Knowing that the tensors of shearing forces and moments are determined by the relations

\[ N^\omega_{(0)} =2\int_0^{\bar h}\bar\tau^{\omega 3}\,dz +2\int_{\bar h}^{\bar h+h'}{}'\tau^{\omega 3}\,dz, \qquad L^{\omega\rho}_{(1)} =2\int_0^{\bar h}\bar\tau^{\omega\rho}z\,dz +2\int_{\bar h}^{\bar h+h'}{}'\tau^{\omega\rho}z\,dz, \tag{15} \]

where

\[ \bar\tau^{\omega\rho} =\widetilde{\bar E}^{\omega\rho\sigma\pi}\bar e_{\sigma\pi} +\frac{\bar E^{\omega\rho33}}{\bar E^{3333}}\bar\tau^{33}, \tag{16} \]

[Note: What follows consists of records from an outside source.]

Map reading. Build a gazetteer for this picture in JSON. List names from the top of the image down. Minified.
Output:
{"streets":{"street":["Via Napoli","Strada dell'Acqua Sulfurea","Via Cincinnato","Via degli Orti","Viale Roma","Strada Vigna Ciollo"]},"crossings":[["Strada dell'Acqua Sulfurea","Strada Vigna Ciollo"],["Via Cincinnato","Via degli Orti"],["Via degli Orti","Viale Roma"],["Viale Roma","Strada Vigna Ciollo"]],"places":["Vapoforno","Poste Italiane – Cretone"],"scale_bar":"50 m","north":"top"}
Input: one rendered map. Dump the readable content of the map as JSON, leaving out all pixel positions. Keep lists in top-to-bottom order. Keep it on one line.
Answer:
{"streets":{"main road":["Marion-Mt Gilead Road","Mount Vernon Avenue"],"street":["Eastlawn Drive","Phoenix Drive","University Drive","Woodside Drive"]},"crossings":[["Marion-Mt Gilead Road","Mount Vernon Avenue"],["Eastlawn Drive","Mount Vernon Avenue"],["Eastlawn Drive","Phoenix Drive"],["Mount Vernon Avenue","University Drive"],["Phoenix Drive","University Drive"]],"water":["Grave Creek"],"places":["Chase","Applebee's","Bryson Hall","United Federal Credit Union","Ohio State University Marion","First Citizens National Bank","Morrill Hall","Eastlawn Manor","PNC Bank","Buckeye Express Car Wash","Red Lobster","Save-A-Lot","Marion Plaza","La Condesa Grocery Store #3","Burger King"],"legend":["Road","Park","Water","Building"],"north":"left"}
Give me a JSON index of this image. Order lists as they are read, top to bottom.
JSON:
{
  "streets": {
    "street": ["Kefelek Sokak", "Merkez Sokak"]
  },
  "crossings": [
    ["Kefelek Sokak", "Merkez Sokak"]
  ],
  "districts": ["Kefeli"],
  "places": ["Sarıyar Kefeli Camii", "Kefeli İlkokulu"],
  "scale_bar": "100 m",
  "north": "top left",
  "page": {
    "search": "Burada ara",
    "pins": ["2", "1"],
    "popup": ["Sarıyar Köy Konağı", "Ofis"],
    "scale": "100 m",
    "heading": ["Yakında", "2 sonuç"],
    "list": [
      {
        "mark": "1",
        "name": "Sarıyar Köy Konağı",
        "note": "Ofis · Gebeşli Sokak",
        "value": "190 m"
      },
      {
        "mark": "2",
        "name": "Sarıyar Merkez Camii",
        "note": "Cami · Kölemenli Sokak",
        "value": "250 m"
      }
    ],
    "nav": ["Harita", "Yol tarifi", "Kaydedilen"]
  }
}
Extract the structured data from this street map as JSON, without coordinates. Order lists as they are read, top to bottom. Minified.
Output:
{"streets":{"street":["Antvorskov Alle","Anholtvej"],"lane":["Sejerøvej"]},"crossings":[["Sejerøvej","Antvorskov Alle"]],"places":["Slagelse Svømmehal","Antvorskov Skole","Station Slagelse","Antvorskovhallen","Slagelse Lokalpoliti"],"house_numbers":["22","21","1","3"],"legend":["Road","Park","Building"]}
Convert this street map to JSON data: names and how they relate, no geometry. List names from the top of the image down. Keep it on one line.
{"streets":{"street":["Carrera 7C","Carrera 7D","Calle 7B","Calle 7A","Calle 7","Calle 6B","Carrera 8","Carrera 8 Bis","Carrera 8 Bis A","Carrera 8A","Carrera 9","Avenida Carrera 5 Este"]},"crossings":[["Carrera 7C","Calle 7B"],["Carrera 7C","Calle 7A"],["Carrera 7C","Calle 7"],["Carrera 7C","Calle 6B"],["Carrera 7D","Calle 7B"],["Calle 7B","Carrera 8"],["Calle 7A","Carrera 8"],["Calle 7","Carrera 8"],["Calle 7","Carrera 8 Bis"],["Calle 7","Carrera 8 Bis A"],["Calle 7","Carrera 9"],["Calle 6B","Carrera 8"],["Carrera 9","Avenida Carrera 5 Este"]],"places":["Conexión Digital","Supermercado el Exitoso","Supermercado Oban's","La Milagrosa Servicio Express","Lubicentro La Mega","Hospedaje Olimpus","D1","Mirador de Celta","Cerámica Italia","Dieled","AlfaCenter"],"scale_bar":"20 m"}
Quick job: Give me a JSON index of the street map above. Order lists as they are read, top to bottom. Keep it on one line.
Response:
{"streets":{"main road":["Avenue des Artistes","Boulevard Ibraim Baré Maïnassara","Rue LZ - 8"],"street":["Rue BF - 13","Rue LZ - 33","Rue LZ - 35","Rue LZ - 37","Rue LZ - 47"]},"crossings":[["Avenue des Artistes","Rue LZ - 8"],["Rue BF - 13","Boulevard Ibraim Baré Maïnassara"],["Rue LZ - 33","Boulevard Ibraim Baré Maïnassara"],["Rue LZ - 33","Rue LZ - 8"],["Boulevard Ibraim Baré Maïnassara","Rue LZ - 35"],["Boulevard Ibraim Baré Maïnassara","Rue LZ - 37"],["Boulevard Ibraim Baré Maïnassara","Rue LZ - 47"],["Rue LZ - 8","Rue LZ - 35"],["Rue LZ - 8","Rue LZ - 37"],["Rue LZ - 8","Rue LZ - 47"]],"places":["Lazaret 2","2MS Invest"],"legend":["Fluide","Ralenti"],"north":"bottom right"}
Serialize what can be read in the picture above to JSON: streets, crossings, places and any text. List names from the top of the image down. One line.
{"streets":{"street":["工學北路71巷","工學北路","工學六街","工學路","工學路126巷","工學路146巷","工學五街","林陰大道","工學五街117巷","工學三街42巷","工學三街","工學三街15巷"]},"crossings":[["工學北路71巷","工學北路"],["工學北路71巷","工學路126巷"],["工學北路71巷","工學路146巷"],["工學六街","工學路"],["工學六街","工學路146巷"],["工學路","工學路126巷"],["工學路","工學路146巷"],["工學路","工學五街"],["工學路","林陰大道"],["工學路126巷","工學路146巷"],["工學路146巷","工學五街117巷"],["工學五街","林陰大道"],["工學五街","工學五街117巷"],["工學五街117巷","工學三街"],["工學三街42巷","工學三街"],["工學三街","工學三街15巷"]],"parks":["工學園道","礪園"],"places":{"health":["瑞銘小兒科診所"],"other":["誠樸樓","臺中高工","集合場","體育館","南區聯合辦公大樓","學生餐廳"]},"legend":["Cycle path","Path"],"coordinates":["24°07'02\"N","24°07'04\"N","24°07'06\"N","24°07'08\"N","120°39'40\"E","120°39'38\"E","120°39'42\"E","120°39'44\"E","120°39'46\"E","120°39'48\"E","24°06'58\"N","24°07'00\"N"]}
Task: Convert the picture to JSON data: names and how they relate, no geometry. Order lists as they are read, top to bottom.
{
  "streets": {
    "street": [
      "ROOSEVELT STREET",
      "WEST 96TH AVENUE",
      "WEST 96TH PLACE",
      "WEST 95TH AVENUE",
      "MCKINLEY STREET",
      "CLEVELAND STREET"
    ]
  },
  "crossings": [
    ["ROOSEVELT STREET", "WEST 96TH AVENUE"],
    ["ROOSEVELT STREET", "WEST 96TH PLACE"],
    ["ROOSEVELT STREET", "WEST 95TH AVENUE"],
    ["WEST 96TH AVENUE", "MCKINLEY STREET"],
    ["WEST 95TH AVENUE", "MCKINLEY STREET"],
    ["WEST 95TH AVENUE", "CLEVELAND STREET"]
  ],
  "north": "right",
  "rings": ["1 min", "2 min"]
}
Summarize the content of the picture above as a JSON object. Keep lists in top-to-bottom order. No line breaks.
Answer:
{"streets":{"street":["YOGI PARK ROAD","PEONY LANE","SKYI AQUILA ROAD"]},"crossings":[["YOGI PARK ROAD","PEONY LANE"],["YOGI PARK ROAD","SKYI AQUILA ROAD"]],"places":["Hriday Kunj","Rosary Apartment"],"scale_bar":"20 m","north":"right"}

and taking (1), (8), (10), (12), (15) into account in the equilibrium equations

\[ N^\alpha_{(0)|\alpha}+p_{(0)}=0,\qquad L^{\omega\rho}_{(1)|\omega}-N^\rho_{(0)}=0, \tag{17} \]

we derive the resolving system of equations in the principal unknowns \(U_\alpha\) and \(V_3\)

\[ \frac12 h'^2\,{}'\widetilde E^{\alpha\beta\rho\theta} (U_\rho{}_{|\theta\alpha\beta}+U_\theta{}_{|\rho\alpha\beta}) -\frac16 h'^3\,{}'\widetilde E^{\alpha\beta\rho\theta} V_3{}_{|\rho\theta\alpha\beta} +2\bar E^{\alpha 3\beta 3}(U_{\omega|\beta}+AV_{3|\alpha\beta}) +p_{(0)}=0, \]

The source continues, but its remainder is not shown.